▶ [Records from a data collection]
———

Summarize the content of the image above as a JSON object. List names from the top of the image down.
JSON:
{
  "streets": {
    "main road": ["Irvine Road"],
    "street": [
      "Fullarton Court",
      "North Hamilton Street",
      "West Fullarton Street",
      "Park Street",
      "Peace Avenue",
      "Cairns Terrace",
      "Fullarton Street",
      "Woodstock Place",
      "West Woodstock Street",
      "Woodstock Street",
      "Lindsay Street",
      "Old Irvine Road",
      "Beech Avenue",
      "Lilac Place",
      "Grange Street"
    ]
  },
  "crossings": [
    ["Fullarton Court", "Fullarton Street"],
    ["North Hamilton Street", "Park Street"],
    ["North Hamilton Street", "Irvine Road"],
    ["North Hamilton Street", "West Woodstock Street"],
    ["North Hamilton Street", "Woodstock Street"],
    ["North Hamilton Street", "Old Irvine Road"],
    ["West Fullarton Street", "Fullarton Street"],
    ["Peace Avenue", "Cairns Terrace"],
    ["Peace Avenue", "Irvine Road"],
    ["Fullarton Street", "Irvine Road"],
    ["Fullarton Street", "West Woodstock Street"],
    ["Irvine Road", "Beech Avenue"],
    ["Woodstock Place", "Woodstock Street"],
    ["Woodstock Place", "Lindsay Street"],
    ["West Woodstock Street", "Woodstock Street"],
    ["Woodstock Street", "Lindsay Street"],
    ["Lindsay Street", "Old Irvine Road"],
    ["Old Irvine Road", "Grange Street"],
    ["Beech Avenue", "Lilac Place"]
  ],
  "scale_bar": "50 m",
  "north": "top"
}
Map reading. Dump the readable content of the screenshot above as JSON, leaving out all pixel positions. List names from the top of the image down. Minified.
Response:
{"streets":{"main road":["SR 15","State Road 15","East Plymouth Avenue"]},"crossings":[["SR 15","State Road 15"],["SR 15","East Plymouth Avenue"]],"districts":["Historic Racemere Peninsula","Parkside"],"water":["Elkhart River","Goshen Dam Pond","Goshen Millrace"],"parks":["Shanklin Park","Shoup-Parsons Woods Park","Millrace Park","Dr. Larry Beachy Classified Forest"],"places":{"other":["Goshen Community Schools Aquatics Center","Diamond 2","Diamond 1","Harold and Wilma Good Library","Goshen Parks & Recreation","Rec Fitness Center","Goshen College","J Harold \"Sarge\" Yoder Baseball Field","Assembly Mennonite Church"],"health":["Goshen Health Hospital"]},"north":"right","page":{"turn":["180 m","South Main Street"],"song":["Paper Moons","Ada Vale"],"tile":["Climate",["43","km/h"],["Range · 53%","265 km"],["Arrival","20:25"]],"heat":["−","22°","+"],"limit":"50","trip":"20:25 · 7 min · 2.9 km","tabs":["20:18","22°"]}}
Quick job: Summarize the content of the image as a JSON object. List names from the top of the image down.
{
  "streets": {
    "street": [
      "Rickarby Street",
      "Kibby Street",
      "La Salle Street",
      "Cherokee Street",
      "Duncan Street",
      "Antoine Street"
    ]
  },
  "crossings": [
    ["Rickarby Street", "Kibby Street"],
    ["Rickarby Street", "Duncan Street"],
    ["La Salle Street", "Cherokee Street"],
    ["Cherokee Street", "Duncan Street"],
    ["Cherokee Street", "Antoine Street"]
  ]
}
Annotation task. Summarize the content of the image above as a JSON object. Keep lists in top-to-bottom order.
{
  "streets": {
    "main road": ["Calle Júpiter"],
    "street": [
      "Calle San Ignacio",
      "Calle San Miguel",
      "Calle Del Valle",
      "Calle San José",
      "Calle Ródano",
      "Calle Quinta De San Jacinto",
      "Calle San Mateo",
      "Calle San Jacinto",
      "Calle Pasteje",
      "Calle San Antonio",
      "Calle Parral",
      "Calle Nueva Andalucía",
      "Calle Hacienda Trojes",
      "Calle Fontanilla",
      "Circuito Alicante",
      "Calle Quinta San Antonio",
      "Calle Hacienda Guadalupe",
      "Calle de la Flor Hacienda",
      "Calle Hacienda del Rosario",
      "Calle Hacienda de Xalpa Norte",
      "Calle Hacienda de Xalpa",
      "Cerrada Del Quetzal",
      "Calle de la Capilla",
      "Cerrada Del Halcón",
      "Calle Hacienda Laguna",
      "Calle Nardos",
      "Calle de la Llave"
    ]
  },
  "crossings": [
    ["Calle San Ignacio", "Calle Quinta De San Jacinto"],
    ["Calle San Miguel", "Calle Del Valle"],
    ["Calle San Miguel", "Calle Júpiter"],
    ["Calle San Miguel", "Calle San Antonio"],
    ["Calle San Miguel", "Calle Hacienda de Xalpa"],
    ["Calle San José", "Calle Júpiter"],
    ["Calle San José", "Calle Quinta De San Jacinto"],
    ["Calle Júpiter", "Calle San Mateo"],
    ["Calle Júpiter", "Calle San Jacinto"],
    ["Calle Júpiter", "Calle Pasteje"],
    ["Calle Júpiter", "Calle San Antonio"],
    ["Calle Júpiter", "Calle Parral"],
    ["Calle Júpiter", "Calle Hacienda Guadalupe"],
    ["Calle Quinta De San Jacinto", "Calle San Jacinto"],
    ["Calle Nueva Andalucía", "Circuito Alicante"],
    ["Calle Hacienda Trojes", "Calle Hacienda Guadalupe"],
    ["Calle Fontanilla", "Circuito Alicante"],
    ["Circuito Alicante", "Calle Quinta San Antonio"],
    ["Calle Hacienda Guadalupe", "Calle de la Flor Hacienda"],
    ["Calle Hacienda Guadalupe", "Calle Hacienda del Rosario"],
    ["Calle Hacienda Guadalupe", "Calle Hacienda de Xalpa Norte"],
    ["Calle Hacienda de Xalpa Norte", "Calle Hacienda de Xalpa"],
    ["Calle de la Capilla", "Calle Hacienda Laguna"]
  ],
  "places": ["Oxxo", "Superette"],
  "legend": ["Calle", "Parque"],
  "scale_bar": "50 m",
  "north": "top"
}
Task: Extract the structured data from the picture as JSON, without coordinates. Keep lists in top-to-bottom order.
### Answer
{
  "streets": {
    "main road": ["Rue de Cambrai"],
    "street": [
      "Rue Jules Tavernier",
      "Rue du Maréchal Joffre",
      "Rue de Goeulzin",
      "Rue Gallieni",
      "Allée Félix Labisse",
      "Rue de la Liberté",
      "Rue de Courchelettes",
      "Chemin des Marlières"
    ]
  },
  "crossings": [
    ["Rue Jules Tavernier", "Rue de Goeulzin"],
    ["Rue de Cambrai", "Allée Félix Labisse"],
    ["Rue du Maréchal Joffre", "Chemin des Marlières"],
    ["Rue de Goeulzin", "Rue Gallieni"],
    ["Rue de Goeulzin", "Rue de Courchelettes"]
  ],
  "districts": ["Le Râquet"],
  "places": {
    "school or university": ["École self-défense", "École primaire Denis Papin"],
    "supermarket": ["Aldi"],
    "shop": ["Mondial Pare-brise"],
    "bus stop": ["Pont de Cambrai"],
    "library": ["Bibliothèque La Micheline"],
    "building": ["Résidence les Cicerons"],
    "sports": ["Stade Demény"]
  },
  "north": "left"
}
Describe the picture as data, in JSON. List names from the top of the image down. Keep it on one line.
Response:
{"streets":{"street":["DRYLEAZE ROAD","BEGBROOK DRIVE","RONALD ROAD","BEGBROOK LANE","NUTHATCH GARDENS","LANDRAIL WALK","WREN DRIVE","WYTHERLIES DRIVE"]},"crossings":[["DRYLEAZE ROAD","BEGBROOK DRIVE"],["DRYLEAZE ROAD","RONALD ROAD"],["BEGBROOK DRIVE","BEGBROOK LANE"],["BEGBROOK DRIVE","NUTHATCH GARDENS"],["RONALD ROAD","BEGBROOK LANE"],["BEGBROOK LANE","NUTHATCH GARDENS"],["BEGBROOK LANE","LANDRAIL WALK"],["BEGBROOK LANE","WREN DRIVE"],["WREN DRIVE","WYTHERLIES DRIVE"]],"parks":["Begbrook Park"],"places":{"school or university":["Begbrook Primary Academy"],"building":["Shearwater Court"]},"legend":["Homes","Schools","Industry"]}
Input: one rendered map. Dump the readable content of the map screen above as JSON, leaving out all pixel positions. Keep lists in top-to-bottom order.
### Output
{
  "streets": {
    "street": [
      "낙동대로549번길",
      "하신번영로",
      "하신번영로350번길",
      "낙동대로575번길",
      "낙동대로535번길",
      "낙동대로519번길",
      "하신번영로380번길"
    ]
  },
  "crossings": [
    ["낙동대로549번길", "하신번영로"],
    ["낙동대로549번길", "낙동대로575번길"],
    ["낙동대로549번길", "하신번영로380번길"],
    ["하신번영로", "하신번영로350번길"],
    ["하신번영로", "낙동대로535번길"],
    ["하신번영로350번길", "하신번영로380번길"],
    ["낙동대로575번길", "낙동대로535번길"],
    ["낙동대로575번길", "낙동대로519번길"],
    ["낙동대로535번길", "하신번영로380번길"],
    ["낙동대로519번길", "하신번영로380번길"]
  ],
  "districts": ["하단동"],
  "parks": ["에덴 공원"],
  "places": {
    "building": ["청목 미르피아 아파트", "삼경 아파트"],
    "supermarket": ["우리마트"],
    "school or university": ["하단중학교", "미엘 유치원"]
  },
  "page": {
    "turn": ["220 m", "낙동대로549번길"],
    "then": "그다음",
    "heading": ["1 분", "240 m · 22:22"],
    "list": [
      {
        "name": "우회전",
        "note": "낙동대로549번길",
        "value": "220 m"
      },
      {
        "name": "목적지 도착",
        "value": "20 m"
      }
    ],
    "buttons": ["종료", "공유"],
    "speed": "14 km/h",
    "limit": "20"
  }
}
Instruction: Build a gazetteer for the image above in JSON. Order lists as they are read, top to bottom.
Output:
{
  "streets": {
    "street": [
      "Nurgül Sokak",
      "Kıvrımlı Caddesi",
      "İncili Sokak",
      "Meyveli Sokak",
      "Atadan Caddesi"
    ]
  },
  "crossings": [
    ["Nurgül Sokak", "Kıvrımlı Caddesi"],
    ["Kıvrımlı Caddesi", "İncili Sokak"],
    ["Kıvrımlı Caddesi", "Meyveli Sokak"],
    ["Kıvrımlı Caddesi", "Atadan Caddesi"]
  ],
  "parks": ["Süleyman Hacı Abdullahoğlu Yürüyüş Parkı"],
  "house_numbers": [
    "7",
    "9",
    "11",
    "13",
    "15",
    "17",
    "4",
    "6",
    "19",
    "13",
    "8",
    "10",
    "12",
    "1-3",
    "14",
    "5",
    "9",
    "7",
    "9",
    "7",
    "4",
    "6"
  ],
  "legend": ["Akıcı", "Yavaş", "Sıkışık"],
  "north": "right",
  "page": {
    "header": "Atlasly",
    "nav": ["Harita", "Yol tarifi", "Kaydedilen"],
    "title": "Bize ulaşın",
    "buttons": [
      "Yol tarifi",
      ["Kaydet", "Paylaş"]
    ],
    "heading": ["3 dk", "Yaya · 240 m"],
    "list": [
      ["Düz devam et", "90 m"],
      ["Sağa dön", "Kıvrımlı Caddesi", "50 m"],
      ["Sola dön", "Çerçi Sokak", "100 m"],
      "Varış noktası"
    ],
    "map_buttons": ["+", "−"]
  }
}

———

▶ [YOUR OBJECTIVE] Determine the number of lines in the data above that hold "Beech", and reply with that number alone.

▶ [ANSWER BOX] 3